Ceux-ci, après la victoire, licencièrent ces armées immenses ; les soldats bénéficièrent des terres prises aux habitants vaincus.

 « Pline », écrivain et historien romain nous apprend que la ville de « Carthennae » reçut ainsi un détachement de soldats colons tirés  de la deuxième légion romaine. C’est de ce moment, environ trente (30) ans avant l’ère chrétienne, que date son annexion comme ville et colonie romaine.

Les Maures (Berbères) habitant les monts du Dahra ne se tinrent pas pour vaincus, et à plusieurs reprises, durant la présence romaine, ils s’attaquèrent à la ville de Carthennae et à ses installations périphériques.

Ces incursions belliqueuses des habitants du Dahra furent attestées par les inscriptions sur le plus important monument, aux pieds d’une statue de bronze, en hommage au sauveur de la ville de Carthennae, qui a du courir un bien grand danger.

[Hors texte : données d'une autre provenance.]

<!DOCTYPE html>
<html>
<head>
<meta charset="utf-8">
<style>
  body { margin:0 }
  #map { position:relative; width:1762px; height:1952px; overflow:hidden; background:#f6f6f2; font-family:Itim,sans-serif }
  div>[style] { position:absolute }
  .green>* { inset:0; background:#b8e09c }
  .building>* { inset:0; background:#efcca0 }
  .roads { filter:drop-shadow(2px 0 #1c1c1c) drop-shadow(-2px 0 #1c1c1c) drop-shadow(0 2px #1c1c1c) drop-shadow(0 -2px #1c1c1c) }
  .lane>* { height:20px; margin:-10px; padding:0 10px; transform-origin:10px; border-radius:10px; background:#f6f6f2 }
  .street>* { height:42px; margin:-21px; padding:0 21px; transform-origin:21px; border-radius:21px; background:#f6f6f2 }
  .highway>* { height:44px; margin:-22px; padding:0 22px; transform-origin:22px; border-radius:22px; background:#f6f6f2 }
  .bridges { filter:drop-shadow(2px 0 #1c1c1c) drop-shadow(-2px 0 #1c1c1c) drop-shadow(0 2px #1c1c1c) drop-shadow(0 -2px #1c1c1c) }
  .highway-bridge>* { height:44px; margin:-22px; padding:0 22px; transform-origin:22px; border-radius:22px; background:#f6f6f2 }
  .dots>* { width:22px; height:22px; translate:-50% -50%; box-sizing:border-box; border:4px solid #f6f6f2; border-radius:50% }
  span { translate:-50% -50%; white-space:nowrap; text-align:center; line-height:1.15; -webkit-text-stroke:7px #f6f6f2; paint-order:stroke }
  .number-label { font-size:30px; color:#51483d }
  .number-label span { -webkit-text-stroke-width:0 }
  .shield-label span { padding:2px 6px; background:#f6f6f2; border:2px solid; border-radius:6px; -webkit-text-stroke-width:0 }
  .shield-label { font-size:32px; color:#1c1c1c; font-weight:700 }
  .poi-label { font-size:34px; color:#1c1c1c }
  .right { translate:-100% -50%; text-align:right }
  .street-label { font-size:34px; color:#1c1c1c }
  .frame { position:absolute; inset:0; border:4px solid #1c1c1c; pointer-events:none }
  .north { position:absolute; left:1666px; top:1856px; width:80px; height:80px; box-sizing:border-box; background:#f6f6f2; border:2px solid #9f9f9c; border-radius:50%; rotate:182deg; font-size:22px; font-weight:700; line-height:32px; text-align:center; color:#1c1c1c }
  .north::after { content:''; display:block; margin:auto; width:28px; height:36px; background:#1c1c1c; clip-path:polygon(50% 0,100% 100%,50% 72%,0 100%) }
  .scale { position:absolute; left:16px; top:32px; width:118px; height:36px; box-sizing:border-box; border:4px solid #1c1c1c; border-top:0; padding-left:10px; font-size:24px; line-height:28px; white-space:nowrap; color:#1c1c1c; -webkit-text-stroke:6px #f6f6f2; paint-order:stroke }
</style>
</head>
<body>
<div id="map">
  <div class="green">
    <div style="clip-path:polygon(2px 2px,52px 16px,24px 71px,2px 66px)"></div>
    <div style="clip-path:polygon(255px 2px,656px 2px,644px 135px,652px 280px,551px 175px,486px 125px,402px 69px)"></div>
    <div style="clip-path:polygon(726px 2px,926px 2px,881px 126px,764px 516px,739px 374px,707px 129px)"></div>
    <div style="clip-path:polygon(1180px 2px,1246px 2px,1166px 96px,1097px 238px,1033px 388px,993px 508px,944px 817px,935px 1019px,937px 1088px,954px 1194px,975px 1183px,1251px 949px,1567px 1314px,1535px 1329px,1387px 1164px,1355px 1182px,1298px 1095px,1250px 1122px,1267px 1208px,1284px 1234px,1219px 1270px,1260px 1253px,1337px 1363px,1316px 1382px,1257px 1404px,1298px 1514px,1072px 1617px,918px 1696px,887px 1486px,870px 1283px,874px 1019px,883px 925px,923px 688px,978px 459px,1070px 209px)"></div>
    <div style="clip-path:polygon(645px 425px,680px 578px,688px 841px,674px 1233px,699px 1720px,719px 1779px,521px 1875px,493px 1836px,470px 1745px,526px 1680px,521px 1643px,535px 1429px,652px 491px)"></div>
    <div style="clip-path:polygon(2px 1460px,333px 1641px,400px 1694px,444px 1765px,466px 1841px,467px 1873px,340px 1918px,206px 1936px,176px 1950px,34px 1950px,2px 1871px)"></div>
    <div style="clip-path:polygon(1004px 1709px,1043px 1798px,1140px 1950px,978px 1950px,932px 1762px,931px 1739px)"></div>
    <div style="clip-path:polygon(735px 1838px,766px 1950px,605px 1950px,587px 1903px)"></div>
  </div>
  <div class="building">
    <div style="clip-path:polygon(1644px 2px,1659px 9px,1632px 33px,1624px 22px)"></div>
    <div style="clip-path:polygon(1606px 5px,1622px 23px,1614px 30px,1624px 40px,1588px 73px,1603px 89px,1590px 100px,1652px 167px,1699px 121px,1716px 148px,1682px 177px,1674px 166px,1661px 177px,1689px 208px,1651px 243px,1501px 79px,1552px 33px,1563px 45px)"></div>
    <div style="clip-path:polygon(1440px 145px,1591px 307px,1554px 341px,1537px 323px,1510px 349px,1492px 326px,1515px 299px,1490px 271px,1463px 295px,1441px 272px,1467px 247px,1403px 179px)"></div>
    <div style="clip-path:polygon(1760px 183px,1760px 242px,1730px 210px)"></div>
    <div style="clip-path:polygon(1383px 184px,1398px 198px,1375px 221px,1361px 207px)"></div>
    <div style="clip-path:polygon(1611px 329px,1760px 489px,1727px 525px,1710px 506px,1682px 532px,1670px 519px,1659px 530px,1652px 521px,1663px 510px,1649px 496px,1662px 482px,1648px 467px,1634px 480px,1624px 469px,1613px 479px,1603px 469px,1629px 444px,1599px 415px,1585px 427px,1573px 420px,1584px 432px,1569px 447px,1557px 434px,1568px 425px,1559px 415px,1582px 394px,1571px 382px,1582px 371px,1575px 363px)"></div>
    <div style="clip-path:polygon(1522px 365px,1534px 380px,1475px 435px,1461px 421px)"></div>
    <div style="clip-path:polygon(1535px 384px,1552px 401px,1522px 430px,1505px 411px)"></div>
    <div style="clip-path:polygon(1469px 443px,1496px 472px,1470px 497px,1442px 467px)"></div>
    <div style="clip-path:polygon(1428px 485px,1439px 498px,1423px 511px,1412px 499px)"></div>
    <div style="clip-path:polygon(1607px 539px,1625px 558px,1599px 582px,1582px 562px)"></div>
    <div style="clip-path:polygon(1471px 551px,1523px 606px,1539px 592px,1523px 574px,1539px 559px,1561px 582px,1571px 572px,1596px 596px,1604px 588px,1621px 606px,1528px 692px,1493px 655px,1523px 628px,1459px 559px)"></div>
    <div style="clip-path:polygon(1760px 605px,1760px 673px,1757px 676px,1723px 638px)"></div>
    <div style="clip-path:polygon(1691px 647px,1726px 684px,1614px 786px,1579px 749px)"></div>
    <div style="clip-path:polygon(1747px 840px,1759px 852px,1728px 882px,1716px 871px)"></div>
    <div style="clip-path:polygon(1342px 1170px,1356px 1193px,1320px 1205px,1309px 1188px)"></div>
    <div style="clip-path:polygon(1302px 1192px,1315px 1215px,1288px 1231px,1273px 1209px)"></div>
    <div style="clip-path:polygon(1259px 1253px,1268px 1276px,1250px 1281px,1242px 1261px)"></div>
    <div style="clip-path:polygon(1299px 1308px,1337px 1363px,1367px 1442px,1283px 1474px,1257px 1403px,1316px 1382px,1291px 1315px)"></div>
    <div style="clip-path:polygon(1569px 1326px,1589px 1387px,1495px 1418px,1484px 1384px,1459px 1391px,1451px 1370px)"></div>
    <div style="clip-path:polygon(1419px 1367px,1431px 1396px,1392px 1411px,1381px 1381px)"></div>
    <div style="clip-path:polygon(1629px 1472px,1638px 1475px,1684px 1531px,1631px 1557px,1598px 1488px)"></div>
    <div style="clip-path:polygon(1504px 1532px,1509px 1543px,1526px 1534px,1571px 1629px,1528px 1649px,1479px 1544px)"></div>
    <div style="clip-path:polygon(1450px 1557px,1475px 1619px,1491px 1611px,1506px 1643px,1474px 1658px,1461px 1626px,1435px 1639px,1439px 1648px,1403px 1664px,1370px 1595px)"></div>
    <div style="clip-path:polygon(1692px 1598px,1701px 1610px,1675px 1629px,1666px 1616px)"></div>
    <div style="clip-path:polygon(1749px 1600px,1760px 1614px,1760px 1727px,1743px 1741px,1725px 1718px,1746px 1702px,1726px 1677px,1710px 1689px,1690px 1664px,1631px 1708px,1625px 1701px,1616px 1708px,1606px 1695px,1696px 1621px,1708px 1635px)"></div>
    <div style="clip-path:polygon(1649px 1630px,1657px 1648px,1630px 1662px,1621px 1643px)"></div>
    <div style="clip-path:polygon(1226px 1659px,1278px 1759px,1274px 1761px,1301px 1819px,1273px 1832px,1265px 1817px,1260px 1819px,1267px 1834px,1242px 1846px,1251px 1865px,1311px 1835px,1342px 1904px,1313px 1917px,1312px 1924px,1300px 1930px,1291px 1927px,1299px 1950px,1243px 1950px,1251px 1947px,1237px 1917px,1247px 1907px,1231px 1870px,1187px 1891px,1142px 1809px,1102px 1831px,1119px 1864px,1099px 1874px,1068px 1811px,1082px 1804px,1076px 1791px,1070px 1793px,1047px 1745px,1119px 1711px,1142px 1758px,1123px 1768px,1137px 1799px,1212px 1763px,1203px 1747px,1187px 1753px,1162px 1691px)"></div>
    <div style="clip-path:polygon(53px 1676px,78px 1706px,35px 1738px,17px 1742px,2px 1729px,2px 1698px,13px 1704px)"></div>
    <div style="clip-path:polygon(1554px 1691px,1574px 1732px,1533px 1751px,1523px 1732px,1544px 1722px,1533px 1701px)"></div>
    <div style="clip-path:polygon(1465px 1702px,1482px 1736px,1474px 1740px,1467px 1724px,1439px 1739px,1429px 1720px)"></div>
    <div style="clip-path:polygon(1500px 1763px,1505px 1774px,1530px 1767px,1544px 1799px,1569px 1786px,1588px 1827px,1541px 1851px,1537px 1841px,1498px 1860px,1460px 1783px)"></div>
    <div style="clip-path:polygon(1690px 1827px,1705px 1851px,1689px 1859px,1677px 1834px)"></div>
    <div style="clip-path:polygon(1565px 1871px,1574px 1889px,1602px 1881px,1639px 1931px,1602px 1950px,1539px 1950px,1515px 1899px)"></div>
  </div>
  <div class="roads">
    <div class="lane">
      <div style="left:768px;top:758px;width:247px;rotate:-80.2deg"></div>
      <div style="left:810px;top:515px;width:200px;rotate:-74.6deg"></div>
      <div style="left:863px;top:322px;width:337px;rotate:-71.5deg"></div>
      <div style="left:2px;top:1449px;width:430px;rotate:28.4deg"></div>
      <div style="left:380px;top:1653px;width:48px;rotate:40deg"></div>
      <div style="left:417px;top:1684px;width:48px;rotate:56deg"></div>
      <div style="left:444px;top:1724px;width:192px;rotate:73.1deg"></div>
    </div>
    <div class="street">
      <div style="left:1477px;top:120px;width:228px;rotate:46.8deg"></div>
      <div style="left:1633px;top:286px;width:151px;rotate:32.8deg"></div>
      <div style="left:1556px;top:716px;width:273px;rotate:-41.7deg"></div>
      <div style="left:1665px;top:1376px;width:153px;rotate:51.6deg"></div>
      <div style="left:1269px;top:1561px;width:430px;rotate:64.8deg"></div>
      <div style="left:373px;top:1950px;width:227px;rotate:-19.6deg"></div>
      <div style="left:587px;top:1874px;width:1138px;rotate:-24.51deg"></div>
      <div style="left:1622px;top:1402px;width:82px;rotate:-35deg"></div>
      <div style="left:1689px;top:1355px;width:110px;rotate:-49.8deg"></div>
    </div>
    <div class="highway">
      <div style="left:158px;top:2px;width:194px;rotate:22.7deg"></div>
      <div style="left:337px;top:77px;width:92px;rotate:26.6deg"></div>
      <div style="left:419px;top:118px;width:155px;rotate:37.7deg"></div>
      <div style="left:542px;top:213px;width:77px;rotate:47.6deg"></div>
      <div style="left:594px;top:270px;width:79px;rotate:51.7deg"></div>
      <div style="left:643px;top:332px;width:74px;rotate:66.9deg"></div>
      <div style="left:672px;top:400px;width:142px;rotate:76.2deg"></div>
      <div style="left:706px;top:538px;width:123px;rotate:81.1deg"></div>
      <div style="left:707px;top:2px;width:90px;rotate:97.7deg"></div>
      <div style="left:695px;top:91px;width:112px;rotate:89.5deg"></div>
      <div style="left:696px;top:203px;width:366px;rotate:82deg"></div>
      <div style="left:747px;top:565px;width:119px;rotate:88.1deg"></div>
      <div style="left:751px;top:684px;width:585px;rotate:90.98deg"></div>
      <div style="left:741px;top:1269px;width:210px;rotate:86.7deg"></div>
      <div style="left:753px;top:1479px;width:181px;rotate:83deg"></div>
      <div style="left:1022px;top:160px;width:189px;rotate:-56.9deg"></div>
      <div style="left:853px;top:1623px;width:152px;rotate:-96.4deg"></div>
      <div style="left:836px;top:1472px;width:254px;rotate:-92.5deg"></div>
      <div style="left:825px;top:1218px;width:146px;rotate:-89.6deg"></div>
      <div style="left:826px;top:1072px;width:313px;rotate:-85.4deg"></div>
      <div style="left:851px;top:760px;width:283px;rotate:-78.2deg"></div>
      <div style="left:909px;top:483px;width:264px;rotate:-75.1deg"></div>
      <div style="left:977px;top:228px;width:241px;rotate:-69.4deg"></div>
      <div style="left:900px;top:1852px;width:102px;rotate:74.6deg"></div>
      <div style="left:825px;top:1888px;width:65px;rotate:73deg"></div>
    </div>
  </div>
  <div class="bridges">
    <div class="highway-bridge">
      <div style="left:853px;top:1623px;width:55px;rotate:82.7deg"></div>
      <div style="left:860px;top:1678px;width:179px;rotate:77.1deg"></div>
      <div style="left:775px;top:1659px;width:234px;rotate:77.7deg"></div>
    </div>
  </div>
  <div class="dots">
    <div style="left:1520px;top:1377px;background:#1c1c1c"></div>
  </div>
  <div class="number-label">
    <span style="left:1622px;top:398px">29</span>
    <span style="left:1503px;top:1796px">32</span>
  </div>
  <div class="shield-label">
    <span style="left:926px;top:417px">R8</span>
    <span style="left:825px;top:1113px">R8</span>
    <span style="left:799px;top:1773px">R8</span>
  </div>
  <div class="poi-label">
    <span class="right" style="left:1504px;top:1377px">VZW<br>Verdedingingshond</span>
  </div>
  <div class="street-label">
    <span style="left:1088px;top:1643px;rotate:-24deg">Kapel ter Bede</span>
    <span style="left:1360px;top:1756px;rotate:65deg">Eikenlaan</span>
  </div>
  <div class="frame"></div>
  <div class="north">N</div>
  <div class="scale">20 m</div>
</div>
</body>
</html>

Ténès (Carthennae) dut par la suite, durant la présence romaine, repousser bien d’autres attaques et faire face à bien des révoltes jusqu’à la décadence de l’Empire Romain. L’isolement  de Carthennae assura le triomphe des Maures la ruine de la colonie et sa reprise par les Maures. C’est vers l’époque (373) de l’ère chrétienne que le général romain « Théodose » fut envoyé en renfort de Rome pour reconquérir les territoires repris par les Maures et qu’il fut battu en traversant le Dahra.

Après son passage à Carthennae, il connut les plus mauvais moments de sa carrière militaire ; et de ce fait, d’après les citations de Pline,  Ténès fut une des premières colonies arrachées par les Maures à la domination romaine

 

Après, arrive l’invasion de l’Afrique du Nord par les Vandales, avec à leur tête « Genséric » qui mit fin à la domination romaine. La présence vandale dura environ un siècle, et ils furent à leur tour dépossédés par les Byzantins, de l’empire romain du Moyen Orient, qui se fixèrent surtout en Tunisie.